| WORK TO BE COMPLETED |
Go through the entries below and tally the lines containing the string "rows"; report only the tally.

(Saved entries)
- Opening Delimiter -

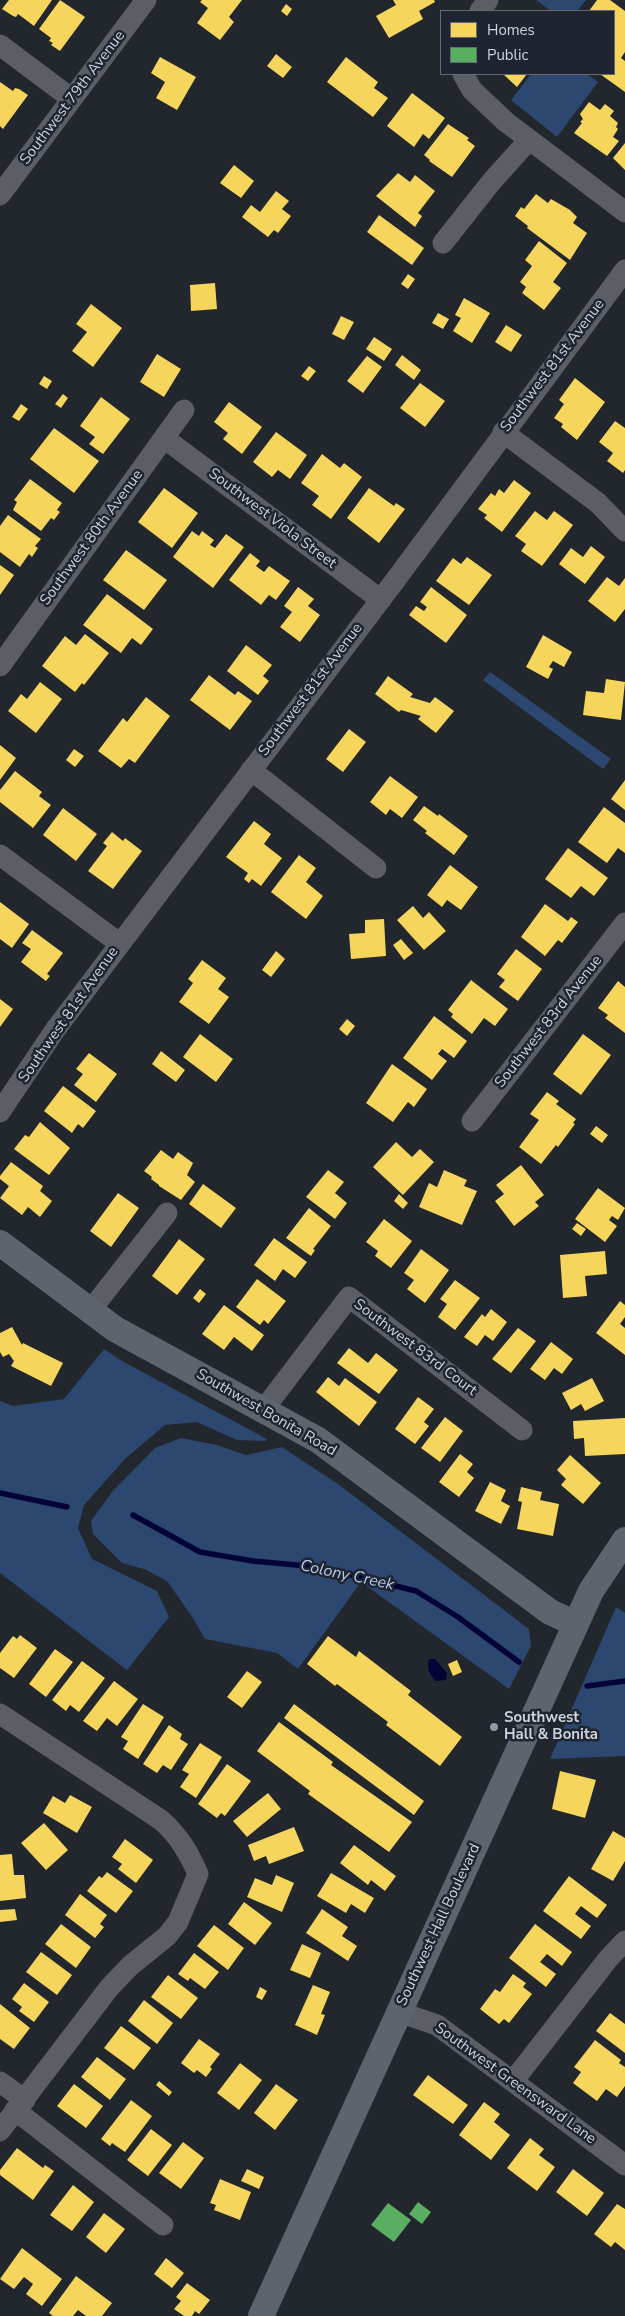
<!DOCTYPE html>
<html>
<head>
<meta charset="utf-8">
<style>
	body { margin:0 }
	#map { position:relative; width:625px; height:2316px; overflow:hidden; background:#22262d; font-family:"Nunito Sans",sans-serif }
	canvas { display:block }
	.legend { position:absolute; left:440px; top:10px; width:175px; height:65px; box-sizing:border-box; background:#1e2531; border:1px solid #646b75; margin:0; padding:6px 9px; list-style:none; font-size:15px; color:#ced3db }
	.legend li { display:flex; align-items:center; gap:10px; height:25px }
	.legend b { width:25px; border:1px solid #646b75 }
</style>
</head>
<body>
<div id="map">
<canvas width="625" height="2316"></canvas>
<ul class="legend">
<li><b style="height:14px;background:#f6d55c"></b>Homes</li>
<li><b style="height:14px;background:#5aae61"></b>Public</li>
</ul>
</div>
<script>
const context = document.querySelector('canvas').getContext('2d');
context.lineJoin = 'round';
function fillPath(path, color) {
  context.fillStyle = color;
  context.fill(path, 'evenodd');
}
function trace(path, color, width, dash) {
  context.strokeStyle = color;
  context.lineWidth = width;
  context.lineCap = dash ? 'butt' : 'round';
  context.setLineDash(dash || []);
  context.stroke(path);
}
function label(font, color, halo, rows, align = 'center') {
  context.font = font + ' "Nunito Sans",sans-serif';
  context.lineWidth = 5;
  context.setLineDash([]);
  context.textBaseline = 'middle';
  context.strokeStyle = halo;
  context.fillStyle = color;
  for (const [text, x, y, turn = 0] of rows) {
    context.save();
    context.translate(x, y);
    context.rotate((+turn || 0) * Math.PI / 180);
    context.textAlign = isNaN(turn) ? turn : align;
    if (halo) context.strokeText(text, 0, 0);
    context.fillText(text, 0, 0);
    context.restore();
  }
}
fillPath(new Path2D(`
	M536,0H586L577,11H551Z
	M531,74H587L598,82L557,137L511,100Z
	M490,672L611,759L603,769L483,680Z
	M104,1349L122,1361L267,1439L265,1441L237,1440L197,1422L165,1425L125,1459L84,1505L78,1528L92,1559L157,1591L169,1617L127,1670L0,1573V1401L13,1406L64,1399Z
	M181,1438L217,1445L246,1455L282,1447L338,1484L529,1629L531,1646L509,1689L361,1582L298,1669L277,1653L205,1639L193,1618L167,1581L144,1569L122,1563L93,1534L91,1521L112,1492L155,1448Z
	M616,1607L625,1613V1756L550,1759Z`), '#2c4770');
fillPath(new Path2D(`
	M429,1659H435L447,1673L446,1680L436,1681C429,1675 427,1668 429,1659Z`), '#030338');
fillPath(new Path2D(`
	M9,0H52L34,26L18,14L16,17L13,16L2,9Z
	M60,0L85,17L60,51L51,45L53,43L49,41L51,38L39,29Z
	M202,0H242L229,17L234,22L220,40L197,23L208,8L200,2Z
	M393,0H434L435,2L419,11L423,19L389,38L376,16L396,5Z
	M597,0H610L625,11V52L621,58L625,61V92L600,74H614V11H589Z
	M286,4L292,9L287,16L281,11Z
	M276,54L292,67L283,78L267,66Z
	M160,57L196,77L177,110L156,98L165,82L151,73Z
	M346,57L378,82L374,88L388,98L373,117L327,82Z
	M503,74H527L517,87Z
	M0,82L13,91L15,88L19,89L28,95L3,129L0,126Z
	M412,93L445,118L429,139L423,134L414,147L387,126Z
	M589,102L600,110L605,104L614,111L610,116L618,123L616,127L618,129L613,137L619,141L607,156L574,133L582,123L580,122L583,119L580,114Z
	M448,124L469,138L467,140L475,146L452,177L429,161L430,160L424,155Z
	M625,143V170L613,158Z
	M234,165L254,181L241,198L220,183Z
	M398,173L410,182L415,175L435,191L418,213L422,216L415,227L376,196Z
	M276,191L289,201L282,209L291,216L278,233L274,230L268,237L242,217L251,205L260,212Z
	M536,194L548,203L551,199L570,210L577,217L573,223L587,233L570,260L527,228L528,226L515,216L521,207L524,209Z
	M379,215L424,248L412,265L367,232Z
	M539,241L567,263L553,282L561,288L544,310L522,293L526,287L520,282L532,266L525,260Z
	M408,274L415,279L408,289L401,284Z
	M215,283L217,309L191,311L190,285Z
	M464,298L490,313L472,343L453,331L461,318L455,315Z
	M91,304L122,328L93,367L72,351L87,332L76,324Z
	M438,313L449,319L443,329L432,323Z
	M341,316L354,322L344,340L332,334Z
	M506,325L522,335L511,352L495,342Z
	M374,337L392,349L384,361L366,349Z
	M157,354L181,369L164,397L140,382Z
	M402,355L421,370L414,380L395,365Z
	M367,356L382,367L363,393L347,381Z
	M309,366L316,371L308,381L301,376Z
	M44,376L52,381L47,389L39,384Z
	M575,378L605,402L577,440L561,427L563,424L554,418L564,404L559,400Z
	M420,383L445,401L425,427L400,408Z
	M63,394L68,398L61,408L55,404Z
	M101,397L130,419L103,454L89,444L95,437L80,426Z
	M229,402L262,427L242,454L223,439L228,433L214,422Z
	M21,404L28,409L19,421L12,417Z
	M615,421L625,428V470L623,473L607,461L613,453L599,442Z
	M54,428L99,461L74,493L30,459Z
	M276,432L307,455L290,479L278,470L272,477L253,462Z
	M322,454L340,468L344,463L362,477L331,519L312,505L319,496L301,483Z
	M30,479L62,503L57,510L60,512L54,520L51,518L41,531L13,510L17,502L14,500Z
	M514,480L531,493L502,532L484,518L487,515L478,509L491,493L495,496L499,489L504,493Z
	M164,488L198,513L172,548L138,522Z
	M369,488L394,506L396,503L405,509L379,543L347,518Z
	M535,511L547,520L554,511L573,525L542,566L521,551L526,544L515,536Z
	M8,515L41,539L35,546L38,548L32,557L29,554L20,567L0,552V526Z
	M192,531L199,536L202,531L214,540L210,545L215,548L226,534L244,547L213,588L173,557Z
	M591,546L605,557L585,584L559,564L571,548L583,557Z
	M126,550L167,580L144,610L103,580Z
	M250,553L260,561L256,566L264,572L269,566L290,581L276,600L269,595L261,605L229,580Z
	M467,557L492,575L469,605L436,581L453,558L461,564Z
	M0,565L14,575L0,595Z
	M607,577L619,586L625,578V609L615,622L588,601Z
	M298,587L314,599L308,606L320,615L300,642L280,627L292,612L284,606Z
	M431,587L467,615L446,643L409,615L416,606L424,611L427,607L420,602Z
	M107,594L153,629L141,645L132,638L121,653L83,625Z
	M85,634L109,653L84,685L82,683L75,692L42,666L65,636L76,645Z
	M543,635L572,652L564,667L553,661L549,667L553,669L548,679L526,667Z
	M246,645L272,665L263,676L269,681L258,695L227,671Z
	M209,675L235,695L238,691L252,701L230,730L190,700Z
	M388,676L413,694L410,697L430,703L435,697L454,711L436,733L418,719L421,716L401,710L399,712L375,694Z
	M606,679L625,682L621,720L583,715L586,691L604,693Z
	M40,682L62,699L36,733L8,711L21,694L27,699Z
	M146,697L170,716L135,763L129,759L121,768L98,751L123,718L127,722Z
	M349,729L366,742L343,772L326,759Z
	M0,745L16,758L0,780Z
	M74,749L84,756L75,767L66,760Z
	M15,771L42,792L39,796L51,805L33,828L0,802V790Z
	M390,776L418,797L402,818L390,809L386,815L370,802Z
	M625,780V810L611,799Z
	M424,806L438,816L439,814L468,836L454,855L425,833L427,831L413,820Z
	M604,807L625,823V853L618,848L607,863L578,842Z
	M63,808L97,834L76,861L43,835Z
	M254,821L271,834L264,844L282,858L261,886L252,879L249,883L244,879L248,873L226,857Z
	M112,832L123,841L125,838L142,851L113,889L88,871L107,846L103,843Z
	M568,848L608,878L594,896L581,886L571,898L545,879Z
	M299,855L316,868L306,882L323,896L306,919L271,892Z
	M450,865L478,887L461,910L447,900L442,907L427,895Z
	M0,902L29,924L12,948L0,939Z
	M545,904L568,921L571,917L578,922L562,943L558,940L545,956L521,937Z
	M413,906L423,918L429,912L446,931L424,950L397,920Z
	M384,919L386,956L351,959L349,934L365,933V920Z
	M32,930L63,953L47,974L50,976L46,981L21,962L31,949L22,943Z
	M401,939L413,953L404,960L393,945Z
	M516,949L542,969L518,1001L499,987L505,980L497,974Z
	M276,951L285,959L271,977L262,970Z
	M202,960L226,978L218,989L229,997L209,1024L179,1002L193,983L188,979Z
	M471,980L508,1009L495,1026L484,1018L472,1034L451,1017L453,1014L448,1010Z
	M618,981L625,987V1033L605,1018L608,1015L598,1008Z
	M0,999L13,1009L0,1027Z
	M434,1016L467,1041L454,1058L442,1049L438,1054L447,1061L432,1080L403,1058Z
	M347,1019L355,1026L347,1036L339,1029Z
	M200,1034L233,1059L216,1082L183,1057Z
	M583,1034L611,1055L581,1095L553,1074Z
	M161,1051L185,1070L176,1082L152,1064Z
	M89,1053L117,1074L96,1102L74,1085L83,1074L76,1069Z
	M392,1064L427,1089L414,1107L408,1102L393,1122L366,1103Z
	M63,1086L96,1111L83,1128L78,1124L72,1133L44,1111Z
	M547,1092L559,1101L556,1104L576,1119L573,1123L575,1124L558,1147L556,1145L541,1164L519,1147L539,1120L530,1114Z
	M40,1122L70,1148L49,1175L14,1149L25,1135L29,1137Z
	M596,1126L608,1135L602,1143L590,1134Z
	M396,1142L412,1157L420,1149L434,1162L403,1195L373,1167Z
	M161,1150L173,1159L178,1152L193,1163L187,1175L195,1182L181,1200L159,1186V1185L151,1179L152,1177L144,1171Z
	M11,1162L43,1186L40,1191L52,1201L40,1217L28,1207L22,1215L0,1198L9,1186L0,1179V1176Z
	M521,1165L544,1195L535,1202L539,1206L514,1226L495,1201L504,1194L496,1185Z
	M328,1170L344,1182L335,1193L347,1203L335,1219L306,1197Z
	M444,1170L467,1180L464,1186L477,1191L462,1225L419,1207L429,1183L437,1187Z
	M203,1184L236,1208L221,1228L189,1204Z
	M598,1188L625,1208L618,1220L612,1216L609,1220L617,1226L605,1242L575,1219Z
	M118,1193L139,1208L111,1247L90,1231Z
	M399,1194L408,1203L403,1209L394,1201Z
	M309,1208L331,1226L313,1249L315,1250L311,1256L286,1238Z
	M384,1219L412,1241L391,1268L375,1256L378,1251L366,1242Z
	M577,1223L586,1229L581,1236L572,1229Z
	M274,1238L307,1262L295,1278L283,1269L275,1281L254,1265Z
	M179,1239L205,1259L177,1295L152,1276Z
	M421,1249L449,1270L425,1303L407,1289L414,1280L404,1273Z
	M605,1251L607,1274L585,1276L587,1296L563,1298L560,1255Z
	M257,1279L286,1301L268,1324L264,1320L260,1325L236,1307Z
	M455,1280L480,1298L455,1330L438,1317L447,1304L440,1299Z
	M200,1289L206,1294L199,1303L193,1298Z
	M620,1301L625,1305V1317L620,1324L625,1328V1355L596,1333Z
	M224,1305L264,1335L252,1351L234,1337L224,1350L202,1334Z
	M491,1309L507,1322L493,1341L485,1335L477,1346L464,1337L482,1314L485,1317Z
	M12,1327L22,1345L23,1343L63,1363L51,1386L11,1366L14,1361L9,1354L3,1357L0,1352V1333Z
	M518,1328L536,1341L511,1373L492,1359Z
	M551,1342L573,1359L562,1374L554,1368L545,1380L530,1369Z
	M349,1348L368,1363L376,1353L398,1370L379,1394L337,1363Z
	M328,1377L339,1386L345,1378L377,1402L359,1426L316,1392Z
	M592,1378L604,1401L585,1411L581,1404L571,1410L562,1393Z
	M418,1397L434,1409L424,1422L429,1426L415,1444L395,1429Z
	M445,1417L463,1431L440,1462L421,1448Z
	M625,1418V1454L585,1456L584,1438L574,1439L573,1421Z
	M460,1454L473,1464L467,1472L474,1478L459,1497L439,1482Z
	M570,1455L601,1483L583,1504L561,1485L566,1479L557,1470Z
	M490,1482L506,1490L501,1501L510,1506L501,1524L475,1511Z
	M521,1487L542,1492L540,1500L559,1504L553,1536L517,1529L522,1502L518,1501Z
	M20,1635L37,1648L14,1678L0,1668V1653L13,1636L17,1639Z
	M328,1636L356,1657L359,1651L411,1691L408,1695L462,1737L440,1766L386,1725L388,1722L337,1684L335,1686L307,1664Z
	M55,1649L73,1662L46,1697L29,1684Z
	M457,1660L462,1672L453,1676L448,1664Z
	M82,1661L105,1678L79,1712L70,1705L66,1711L52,1700Z
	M247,1671L262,1682L242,1708L227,1697Z
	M114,1681L138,1699L117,1726L107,1718L97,1731L83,1721Z
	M143,1704L164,1717L138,1759L123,1749L128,1741L121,1737Z
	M294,1704L424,1801L414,1815L284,1718Z
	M279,1722L333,1762L331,1765L412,1822L389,1852L308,1794L310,1791L257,1751Z
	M169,1725L182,1734L180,1739L188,1744L171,1770L163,1765L157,1773L143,1764Z
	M200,1743L222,1757L196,1798L180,1787L189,1774L182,1770Z
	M227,1764L251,1781L225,1816L221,1813L217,1818L198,1804Z
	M560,1771L596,1780L585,1818L552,1809Z
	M268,1793L281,1809L247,1837L233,1821Z
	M70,1795L92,1807L77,1833L43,1813L53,1796L65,1803Z
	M44,1823L68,1850L46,1870L21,1843Z
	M294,1827L304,1851L269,1864L266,1856L254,1861L248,1845Z
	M613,1831L625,1838V1861L613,1881L591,1869Z
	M125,1839L153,1860L136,1883L118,1869L122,1864L112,1857Z
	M354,1845L396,1876L385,1891L371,1880L368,1885L340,1863Z
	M12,1854L14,1875H24L26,1898L0,1901V1855Z
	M107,1872L133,1891L116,1913L87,1891L99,1876L102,1878Z
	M331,1873L374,1898L365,1913L351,1904L346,1913L317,1896Z
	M276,1875L294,1883L282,1912L247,1897L255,1878L272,1885Z
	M569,1876L607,1905L597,1918L581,1906L575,1914L591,1926L581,1939L543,1911Z
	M80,1894L107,1915L100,1924L104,1927L95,1938L65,1915Z
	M244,1902L272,1923L255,1945L228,1924Z
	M15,1909L17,1920L0,1922V1910Z
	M322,1909L348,1927L342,1936L357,1946L348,1961L306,1933Z
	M61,1924L91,1947L76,1968L45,1944Z
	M535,1924L572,1952L562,1966L547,1954L540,1962L556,1974L546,1987L509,1958Z
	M214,1925L244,1948L228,1970L197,1946Z
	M302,1944L321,1953L310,1978L290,1970Z
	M41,1952L72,1975L57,1995L26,1972Z
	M194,1953L219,1972L205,1989L190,1978L188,1981L178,1974Z
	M513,1974L526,1983L523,1987L532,1994L509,2023L504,2019L499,2024L480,2009L495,1989L500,1992Z
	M168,1975L198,1998L181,2019L151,1997Z
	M24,1983L49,2002L34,2022L19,2011L22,2007L12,1999Z
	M313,1985L330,1992L321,2014L325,2015L317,2035L295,2025Z
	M260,1987L267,1991L262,2000L256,1997Z
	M144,2000L173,2023L157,2044L128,2021Z
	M0,2004L30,2028L14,2049L0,2039Z
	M610,2013L625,2024V2053L596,2031Z
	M121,2026L151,2048L134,2070L104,2048Z
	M199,2039L220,2054L210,2067L212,2069L206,2077L197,2070L194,2073L181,2063Z
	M595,2040L621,2060L619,2063L625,2067V2086L617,2097L606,2089L597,2101L573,2083L581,2072L574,2067Z
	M97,2057L126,2079L110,2100L81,2077Z
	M240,2063L262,2080L239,2110L217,2093Z
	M428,2075L468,2105L453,2124L413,2095Z
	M159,2081L172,2092L169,2096L156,2085Z
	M74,2084L103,2106L86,2128L57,2106Z
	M276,2084L298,2100L275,2130L254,2113Z
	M131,2100L152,2116L125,2152L112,2143L110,2146L101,2139Z
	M484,2102L500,2114L494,2122L510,2135L491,2160L459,2135Z
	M151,2129L172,2145L148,2176L127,2160Z
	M530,2138L544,2149L539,2155L555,2167L537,2191L507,2168Z
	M183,2142L204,2158L181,2189L159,2173Z
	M17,2148L43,2168L45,2165L54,2171L33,2200L0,2175V2170Z
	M247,2169L264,2177L259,2189L241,2181Z
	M573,2169L604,2193L587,2216L556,2192Z
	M220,2179L251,2192L240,2220L214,2210L216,2205L210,2203Z
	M73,2185L94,2202L72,2231L50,2215Z
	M617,2204L625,2209V2250L615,2242L611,2247L594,2234Z
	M104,2213L125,2229L106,2253L86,2237Z
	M22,2248L62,2279L42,2306L26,2294L33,2284L24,2277L14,2289L0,2279Z
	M166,2258L184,2273L172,2288L154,2274Z
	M76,2276L112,2303L102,2316H86L78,2310L73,2316H53L49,2313Z
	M187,2283L210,2300L199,2314L195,2311L192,2316H184L174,2309L181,2301L176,2297Z`), '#f6d55c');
fillPath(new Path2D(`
	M418,2202L431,2212L422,2224L409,2214Z
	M388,2203L411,2220L394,2242L371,2225Z`), '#5aae61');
trace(new Path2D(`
	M0,1493L67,1507
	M133,1515L200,1552L253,1561L318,1567L416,1591L458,1617L519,1662
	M587,1686L625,1681`), '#030338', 5.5);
trace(new Path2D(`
	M480,11L488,0
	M0,45L72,99
	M463,74L472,90L506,122L625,212
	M0,195L146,0
	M443,243L492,181L529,140
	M503,432L598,503L625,531
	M164,438L381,600
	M0,666L184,410
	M251,770L376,868
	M0,855L119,943
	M0,1112L55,1030L394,582L625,270
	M472,1121L625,923
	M90,1311L167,1213
	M264,1409L349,1297L522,1430
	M0,1714L161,1820C179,1836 189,1853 198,1874L178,1922L167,1936L130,1966L109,1988L0,2131
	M399,2012L437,2025L625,2165
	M514,2080L608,1959L625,1941
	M0,2082L25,2100
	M15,2110L163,2225`), '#5b5e64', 21);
trace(new Path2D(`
	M0,1243L115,1329L318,1440L550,1612L576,1624
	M261,2316L591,1591L625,1540`), '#5e646e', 26);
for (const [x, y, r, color] of [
	[494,1727,5,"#92969e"]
]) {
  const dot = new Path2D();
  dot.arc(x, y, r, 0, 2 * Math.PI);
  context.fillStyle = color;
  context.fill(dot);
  trace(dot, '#1e2531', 2);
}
label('15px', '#ced3db', '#1e2531', [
	["Southwest 79th Avenue",73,98,-53],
	["Southwest 81st Avenue",553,366,-53],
	["Southwest Viola Street",272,519,37],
	["Southwest 80th Avenue",92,538,-54],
	["Southwest 81st Avenue",311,690,-53],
	["Southwest 81st Avenue",69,1015,-55],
	["Southwest 83rd Avenue",549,1022,-52],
	["Southwest 83rd Court",415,1348,37],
	["Southwest Bonita Road",266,1413,30],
	["Southwest Hall Boulevard",439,1925,-65],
	["Southwest Greensward Lane",515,2084,36]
]);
label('bold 15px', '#ced3db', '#1e2531', [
	["Southwest",504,1718],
	["Hall & Bonita",504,1735]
], 'left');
label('italic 16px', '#b4cbef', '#1e2531', [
	["Colony Creek",347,1576,12]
]);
</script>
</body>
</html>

- Closing Delimiter -

| SOLUTION TO THE EXERCISE |
2